A.     Latar Belakang
            Salah satu persepsi yang paling utama dalam melihat hukum sebagai kenyataan dalam masyarakat adalah bahwa hukum itu tidak otonom alias tidak mandiri, yang berarti hukum itu tidak terlepas dari pengaruh timbal-balik dengan keseluruhan aspek yang ada di dalam masyarakatnya, tercakup di dalamnya aspek ketertiban, ekonomi, politik, social, budaya, agama, dan sebagainya.
            Hak adalah kekuasaan atau wewenang yang dimiliki seseorang untuk mendapatkan atau berbuat sesuatu (Aim Abdulkarim, 73 : 2007).
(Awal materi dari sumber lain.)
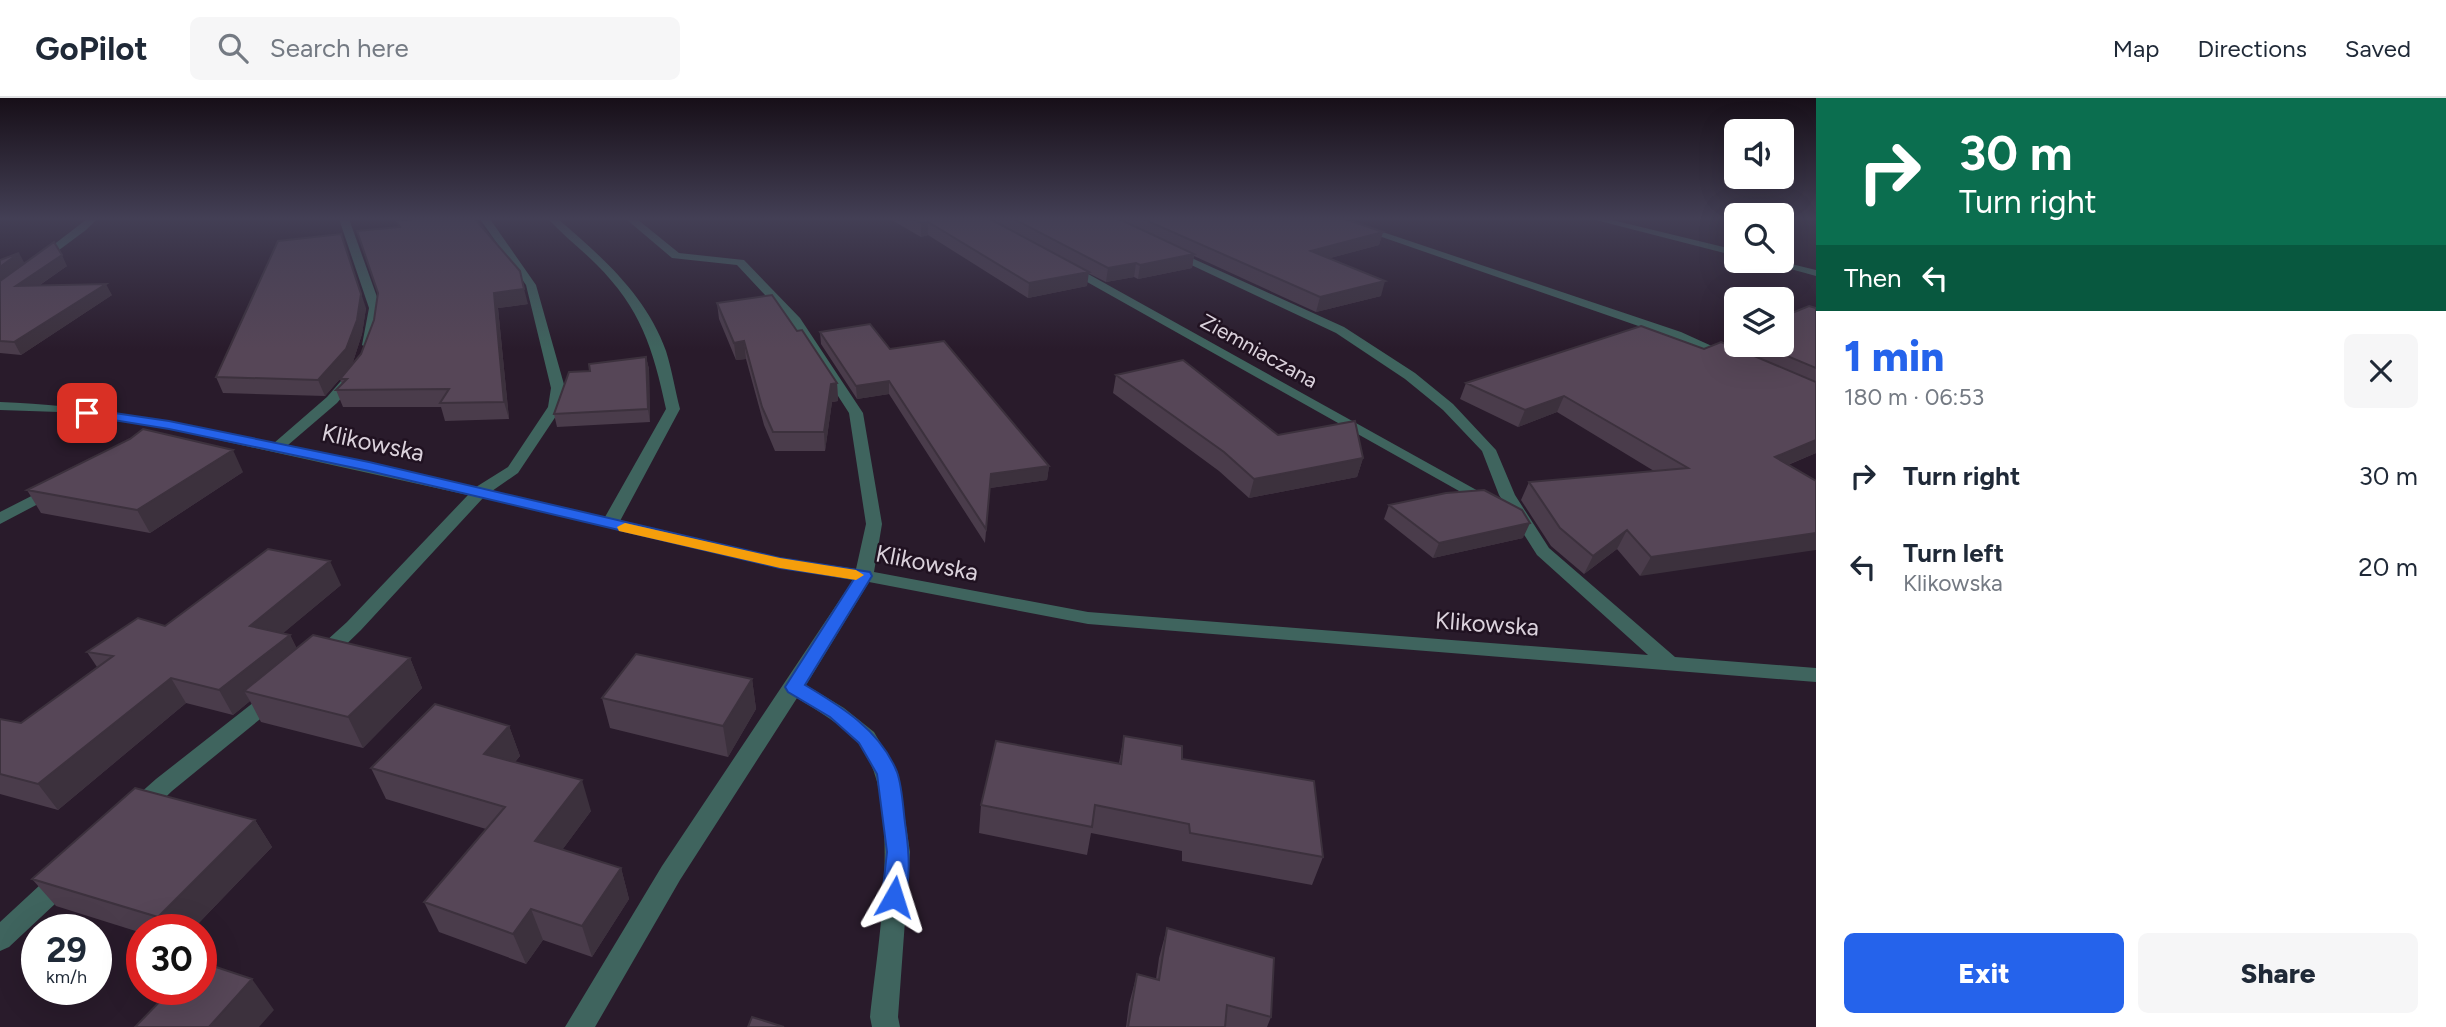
<!DOCTYPE html>
<html lang="en">
<head>
<meta charset="utf-8">
<style>
  :root { --surface:#fff; --page:#f6f6f7; --text:#1f2937; --muted:#747a83; --line:#e0e1e3; --accent:#2563eb }
  body { margin:0; font-family:Figtree,sans-serif; background:var(--page); color:var(--text); height:100vh; display:flex; flex-direction:column; font-size:26px; white-space:nowrap }
  * { box-sizing:border-box; margin:0 }
  p { font-size:23px; color:var(--muted) }
  .icon { flex:none; width:38px; height:38px; fill:none; stroke:currentColor; stroke-width:2; stroke-linecap:round; stroke-linejoin:round }
  .map { position:relative; flex:1; overflow:hidden }
  .details { display:flex; flex-direction:column; background:var(--surface); width:630px }
  .details>* { flex:none }
  .top-card { background:#0b6e4f; color:#fff; overflow:hidden }
  .buttons { position:absolute; left:1724px; top:21px; display:grid; gap:14px }
  .buttons a { display:grid; place-items:center; width:70px; height:70px; border-radius:10px; background:var(--surface); box-shadow:0 7px 28px #0002; font-size:35px }
  .speed { position:absolute; left:21px; top:816px; display:flex; gap:14px; font-size:35px; font-weight:700; text-align:center }
  .speed>* { display:grid; place-content:center; width:91px; height:91px; border-radius:50%; background:var(--surface); box-shadow:0 7px 28px #0002; line-height:1 }
  .speed small { font-size:18px; font-weight:400 }
  .speed .limit { border:10px solid #d22; background:#fff; color:#111 }
  .pin { position:absolute; display:grid; place-items:center; width:60px; height:60px; color:#fff; margin:-30px; border-radius:14px; box-shadow:0 4px 10px #0006 }
  .me { position:absolute; width:77px; margin:-38px; rotate:6deg; stroke-linejoin:round; filter:drop-shadow(0 0 5px #0008) }
  .turn { display:flex; align-items:center; gap:24px; height:147px; padding:0 28px; font-size:32px }
  .turn .icon { width:91px; height:91px; stroke-width:2.5 }
  .turn b { display:block; font-size:49px; line-height:60px }
  .then { display:flex; align-items:center; height:66px; padding:0 28px; background:#0003; gap:14px; font-size:26px }
  .round { display:grid; place-items:center; flex:none; width:74px; height:74px; border-radius:10px; background:var(--page) }
  .head { display:flex; align-items:center; justify-content:space-between; height:119px; padding:0 28px }
  h1 { font-size:42px; font-weight:800; line-height:52px; color:var(--accent) }
  .cta { display:flex; gap:14px; margin-top:auto; padding:14px 28px }
  .cta a { flex:1; height:80px; border-radius:10px; background:var(--accent); color:#fff; font-size:28px; font-weight:800; line-height:80px; text-align:center }
  .cta a+a { background:var(--page); color:var(--text) }
  ul { padding:0; list-style:none }
  li { display:flex; align-items:center; gap:21px; height:91px; padding:0 28px }
  li div { flex:1 }
  li b { display:block; font-size:26px }
  li em { font-style:normal }
  header { display:flex; align-items:center; gap:42px; box-sizing:border-box; height:98px; padding:0 35px; background:var(--surface); border-bottom:2px solid var(--line) }
  header strong { font-size:33px }
  nav { display:flex; gap:38px; margin-inline-start:auto; font-size:24px }
  .search { width:490px; height:63px; background:var(--page); display:flex; align-items:center; gap:18px; box-sizing:border-box; padding:0 24px; border-radius:10px; color:var(--muted); font-size:26px }
  main { display:flex; flex:1; min-height:0 }
  .map>svg:first-child { display:block }
  .lines { fill:none; stroke-linecap:round; stroke-linejoin:round }
  .minor { fill:#3f645e; fill-rule:evenodd }
  .wall { fill:#4a3c4b }
  .shaded-wall { fill:#3c313d }
  .building { fill:#564657; stroke:#3c313d; stroke-width:2 }
  .route { fill:#2563eb; stroke:#184099; stroke-width:2 }
  .slow { fill:#f59e0b }
  .labels { text-anchor:middle; stroke-width:5; stroke-linejoin:round; paint-order:stroke }
  .far-street-label { font-size:21px; fill:#dbd2dc; stroke:#201221 }
  .street-label { font-size:24px; fill:#dbd2dc; stroke:#201221 }
</style>
</head>
<body>
<header>
<strong>GoPilot</strong>
<div class="search"><svg class="icon" aria-label="search" viewBox="0 0 24 24"><circle cx="10" cy="10" r="6"/><path d="M15 15l6 6"/></svg>Search here</div>
<nav><a>Map</a><a>Directions</a><a>Saved</a></nav>
</header>
<main>
<div class="map">
<svg width="1816" height="929" viewBox="0 0 1816 929">
  <rect width="100%" height="100%" fill="#291b2b"/>
  <g class="lines">
    <!-- minor -->
    <path class="minor" d="M87,121h10l-11,11 -86,64v-8z
      M339,121h10l32,89 -7,37 -6,4 -6,-4 7,-37z
      M480,121h10l46,66 29,103 -3,19 -44,66 -26,18 113,26 61,-108c-13,-61 -25,-100 -70,-145 -15,-15 -33,-29 -48,-45h10c44,38 88,76 108,132 6,19 9,39 14,58l-60,112 160,37 76,11 10,-45 -17,-111 -58,-90 -54,-58 -65,-7 -46,-39h11l42,34 65,7 56,58 63,95 19,111 -8,48 214,40 560,43 -111,-100 -38,-60 -17,-44 -39,-41 -38,-31 -69,-46 -166,-78v-4l4,-1 170,77 71,46 38,31 43,46 19,45 34,53 126,109 141,11v14l-728,-58 -219,-42 -63,103 38,23 30,24 24,41 12,79 -12,165 2,10h-28l-2,-10c7,-69 35,-220 -12,-274 -17,-19 -40,-32 -61,-45l-117,182 -85,147h-30l97,-161 191,-286 -73,-12 -297,-70 -122,132 -32,31h-14l-3,-5 3,-5 32,-29 121,-127 -299,-66 -110,-17 -59,-2v-8c93,3 183,22 274,41l53,-46 21,-24 5,-1 7,4 -23,27 -49,42 188,42 32,-20 40,-60 3,-19 -25,-103z
      M1330,121h14l337,113 55,25 -2,3h-8l-53,-22z
      M1592,121h16l128,31v6z
      M1762,163h17l37,9v6z
      M1064,167h8l426,237 -8,5 -6,-2 -420,-236z
      M53,387l8,5 -2,3 -59,31v-12z
      M274,592l7,2 3,5 -3,5 -109,89 -27,26 -8,2 -8,-2 -4,-7 4,-7 27,-24 111,-87z
      M63,771l9,3 3,8 -3,8 -63,59 -9,4v-29l54,-50z"/>
  </g>
  <!-- wall -->
  <path class="wall" d="M890,121h455l38,13 -4,13 -49,13 51,38 -65,16 -122,-56 -2,12 -54,11 -4,-2 -28,5 -18,-9 -1,13 -59,12 -100,-63 -7,2z
    M397,123l131,83 -30,4 11,111 -64,2 -4,-14h-98l-7,-17 6,-6 -2,-5 21,-25 13,-34 25,-93z
    M0,162l25,3 42,3 -27,19 72,10 -91,60 -21,-2z
    M717,205l80,28 40,52 1,18 -6,1 -7,49h-50l-11,-26 -18,-66 -10,1 -17,-41z
    M366,210l-4,26 -10,31 -27,31 -102,-3 -7,-16z
    M1816,210v145l-28,12 -148,111 -23,-27 -33,25 -33,-28 -30,-46 8,-18 125,-11 -97,-59 -39,15 -58,-28 6,-16 238,-34 28,-2 4,-8v6h46z
    M820,234l70,17 159,117 -2,14 -57,8 -5,55 -96,-149 -32,5 -36,-55z
    M646,259l3,12 1,53 -93,5 -3,-13 36,-43z
    M1116,277l162,60 85,23 -6,19 -108,21 -30,-27 -106,-78z
    M243,374l-93,61 -109,-20 -14,-23z
    M1389,407l134,33 -90,20 -49,-39z
    M341,487l-58,48 7,2 7,14 113,9 12,30 -59,60 -102,-26 -11,-21 -17,14 -47,-12 -128,107 -58,-16v-75l21,4 76,-56 -10,-15 78,-26z
    M752,581l4,30 -28,48 -118,-29 -8,-30z
    M509,628l11,30 -5,6 76,49 -29,39 59,18 8,31 -37,58 -49,-17 -17,24 -87,-32 -15,-30 62,-73 -100,-30 -15,-31z
    M1124,638l58,23 141,98 -11,28 -130,-24v-10l-91,-18 -4,22 -108,-22 2,-28 138,-42z
    M255,722l17,27 -79,82h-51v4l-86,-27 -24,-27z
    M1167,830l104,89 -4,10h-141l3,-23 8,-30 19,5 3,-21z"/>
  <!-- shaded-wall -->
  <path class="shaded-wall" d="M928,124v13l-7,2v-14z
    M1383,134l-4,13 -71,19 3,-13z
    M341,136l25,74 -4,26 -10,31 -27,31 -7,-16z
    M19,155l6,11 -25,19v-16z
    M1194,156l-2,14 -54,11 2,-14z
    M62,157l5,11 -45,31 -6,-11z
    M1136,165l-2,14 -28,5 2,-14z
    M1089,174l-2,14 -59,12 1,-15z
    M1385,183l-4,15 -65,16 4,-15z
    M106,186l6,11 -91,60 -7,-13z
    M524,191l4,15 -30,4 11,111 -5,-17 -10,-109z
    M744,243l2,18 -10,1 -2,-17z
    M646,259l3,12 1,53 -2,-13z
    M889,283v13l-32,5 -1,-13z
    M837,285l1,18 -6,1 -7,49 -1,-19 7,-48z
    M1564,298l-7,16 -39,15 7,-17z
    M1816,342v13l-51,21 10,-17z
    M233,352l10,22 -93,61 -13,-23z
    M1363,360l-6,19 -108,21 5,-19z
    M1049,368l-2,14 -57,8 -5,55 6,-69z
    M1530,425l-7,15 -90,20 6,-15z
    M1627,432l-10,19 -33,25 9,-18z
    M1816,435v17l-176,26 11,-19z
    M330,463l11,24 -78,65 -13,-24z
    M290,537l12,24 -58,32 6,10 -17,14 -14,-25z
    M410,560l12,30 -59,60 -15,-31z
    M171,580l15,25 -128,107 -20,-26z
    M752,581l4,30 -28,48 -5,-31z
    M509,628l11,30 -25,29 -11,-31z
    M582,682l9,31 -45,61 -11,-31z
    M255,722l17,27 -79,82h-26l-9,-12z
    M621,770l8,31 -37,58 -10,-31z
    M531,811l12,31 -17,24 -13,-30z
    M252,881l22,31 -15,17h-50z"/>
  <!-- building -->
  <path class="building" d="M414,121h61l45,52 4,18 -30,4 10,109 -64,1 9,-14 -113,1 11,-11h-7l21,-25 13,-34 4,-27 -21,-62 43,-4 -3,-6z
    M912,121h78l99,53 -60,11 -101,-61 -7,1z
    M1014,121h105l75,35 -54,11 -4,-2 -28,5z
    M1143,121h202l38,13 -72,19 74,30 -65,16z
    M341,136l20,60 -4,26 -11,29 -28,31 -102,-3 62,-136z
    M54,144l8,13 -46,31 90,-2 -92,58 -14,-1v-60z
    M19,155l-19,14v-7z
    M772,197l25,36 5,-1 35,53 -6,1 -7,48h-51l-11,-25 -18,-66 -10,2 -17,-40z
    M1809,208l7,2v60l-55,-23h21v-28z
    M870,226l20,25 54,-8 105,125 -58,8 -5,55 -97,-148 -33,5 -36,-54z
    M1641,228l63,23 17,-7 95,40v58l-41,17 41,24v52l-165,24 -24,-27 -34,26 -33,-28 -31,-46 159,-14 -124,-72 -39,14 -59,-27z
    M646,259l2,52 -94,5 15,-42 21,-1 -1,-7z
    M1183,262l95,75 77,-14 8,37 -109,21 -30,-27 -108,-77z
    M143,331l90,21 -96,60 -110,-20 103,-51z
    M1484,392l38,20 8,13 -91,20 -50,-38 57,-12z
    M268,451l62,12 -80,65 40,9 -71,55 -48,-12 -133,106 -38,-10v-55l21,4 92,-67 -26,-4 51,-34 27,8z
    M313,537l97,23 -62,59 -104,-26z
    M636,556l116,25 -29,47 -121,-28z
    M435,606l74,22 -25,28 98,26 -47,61 86,27 -39,58 -51,-17 -18,25 -89,-32 81,-95 -134,-39z
    M1124,638l58,10v13l132,22 9,76 -133,-24 -1,-9 -94,-19 -3,22 -111,-22 15,-64 125,23z
    M135,690l120,32 -97,97 -126,-38z
    M1167,830l107,30 -3,59 -44,-12 -2,22h-97l9,-53 22,6z
    M201,864l51,17 -43,48h-74l37,-38h29z
    M752,919l32,10h-36z"/>
  <!-- sky -->
  <linearGradient id="sky" x2="0" y2="1"><stop stop-color="#170f18"/><stop offset="0.48" stop-color="#433f55"/><stop offset="1" stop-color="#433f55" stop-opacity="0"/></linearGradient>
  <rect width="1816" height="251" fill="url(#sky)"/>
  <!-- route -->
  <path class="route" d="M87,311l82,12 200,41 411,96 90,14 2,4 -67,109c37,22 75,45 92,87 6,17 6,40 9,58 3,22 6,53 -4,74l-8,3 -9,-3 -3,-7 5,-45 -10,-78 -18,-31 -29,-26 -42,-25 -3,-5 69,-108 -74,-11 -411,-97 -200,-42 -87,-14v-5z"/>
  <!-- slow -->
  <path class="slow" d="M625,425l155,35 76,12 8,5 -8,5 -76,-12 -161,-37 -2,-4z"/>
  <g class="labels">
    <!-- far-street labels -->
    <g class="far-street-label">
      <text transform="translate(1259 253) rotate(29)" y="7">Ziemniaczana</text>
    </g>
    <!-- street labels -->
    <g class="street-label">
      <text transform="translate(373 345) rotate(12)" y="8">Klikowska</text>
      <text transform="translate(927 465) rotate(11)" y="8">Klikowska</text>
      <text transform="translate(1487 526) rotate(4)" y="8">Klikowska</text>
    </g>
  </g>
</svg>
<div class="buttons">
<a><svg class="icon" aria-label="sound" viewBox="0 0 24 24"><path d="M4 9h4l5-4v14l-5-4H4zM17 9q2 3 0 6"/></svg></a>
<a><svg class="icon" aria-label="search" viewBox="0 0 24 24"><circle cx="10" cy="10" r="6"/><path d="M15 15l6 6"/></svg></a>
<a><svg class="icon" aria-label="layers" viewBox="0 0 24 24"><path d="M12 4l9 5-9 5-9-5zM3 14l9 5 9-5"/></svg></a>
</div>
<div class="speed"><div>29<small>km/h</small></div><div class="limit">30</div></div>
<div class="pin" style="left:87px;top:315px;background:#d93025"><svg class="icon" aria-label="arrive" viewBox="0 0 24 24"><path d="M6 21V4h12l-3 4 3 4H6"/></svg></div>
<svg class="me" style="left:894px;top:799px" viewBox="-20 -20 40 40"><path d="M0-17L14 15 0 8-14 15z" fill="#2563eb" stroke="#fff" stroke-width="4"/></svg>
</div>
<section class="details">
<div class="top-card">
<div class="turn"><svg class="icon" aria-label="right" viewBox="0 0 24 24"><path d="M7 20v-9h11M14 6l5 5-5 5"/></svg><div><b>30 m</b>Turn right</div></div>
<div class="then">Then<svg class="icon" aria-label="left" viewBox="0 0 24 24"><path d="M17 20v-9H6M10 6l-5 5 5 5"/></svg></div>
</div>
<div class="head"><div><h1>1 min</h1><p>180 m · 06:53</p></div><a class="round"><svg class="icon" aria-label="close" viewBox="0 0 24 24"><path d="M6 6l12 12M18 6L6 18"/></svg></a></div>
<ul>
<li><svg class="icon" aria-label="right" viewBox="0 0 24 24"><path d="M7 20v-9h11M14 6l5 5-5 5"/></svg><div><b>Turn right</b></div><em>30 m</em></li>
<li><svg class="icon" aria-label="left" viewBox="0 0 24 24"><path d="M17 20v-9H6M10 6l-5 5 5 5"/></svg><div><b>Turn left</b><p>Klikowska</p></div><em>20 m</em></li>
</ul>
<div class="cta"><a>Exit</a><a>Share</a></div>
</section>
</main>
</body>
</html>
Hak mempunyai unsure-unsur sebagai berikut, pemilik hak, ruang lingkup penerapan hak dan pihak yang bersedia dalam penerapan hak. Ketiga unsur tersebut menyatu dalam pengertian dasar tentang hak. Dengan demikian, hak merupakan unsur normatif yang melekat pada diri setiap manusia yang dalam penerapannya berada dalam ruang lingkup hak persamaan dan hak kebebasan yang terkait dengan interaksi antara individu.
            Pembahasan hukum sebagai kenyataan dalam masyarakat jelas bersifat realistis dan empiris, ketimbang pembahasan hukum sebagai kaidah yang lebih bersifat normatif  belaka.
            Oleh karena itu, hukum sebagai kenyataan dalam masyarakatnya tidak dapat dipisahkan terhadap kajian atau rancangan yang sifatnya antardisiplin, seperti yang dikemukakan oleh Satjipto Raharjo, bahwa :
“Sekarang hukum tidak lagi dilihat sebagai suatu hal yang otonom dan independent melainkan dipahami sebagai fungsional dan dilihat senantiasa berada dalam kaiatan interpenden dengan bidang lain dalam masyarakat”.

Konsep tentang pelaksanaan pidana penjara di Indonesia telah mengalami perubahan yang sangat signifikan. Bagi negara Indonesia yang berdasar Pancasila, pemikiran-pemikiran baru mengenai fungsi pemidanaan tidak lagi sekedar penjeraan tetapi juga merupakan suatu usaha rehabilitasi dan reintegrasi social atau pulihnya kesatuan hubungan hidup, kehidupan dan penghidupan antar warga binaan pemasyarakatan dengan Tuhannya, warga binaan permasyarakatan dengan masyarakat. Konsep ini melahirkan suatu sistem pembinaan yang sejak kurang lebih dari tiga puluh tahun yang lalu ddikenal dan dinamakan system pemasyarakatan.
Achmad Ali, di dalam bukunya yang berjudul Menguak Tabir Hukum (Suatu Kajian Filosofi dan Sosiologis,menurut beliau bahwa :
“Salah satu tugas hukum adalah untuk melindungi kepentingan warga masyarakat. Hukum bertugas untuk mengatasi konflik yang mungkin timbul di antara warga masyarakat”.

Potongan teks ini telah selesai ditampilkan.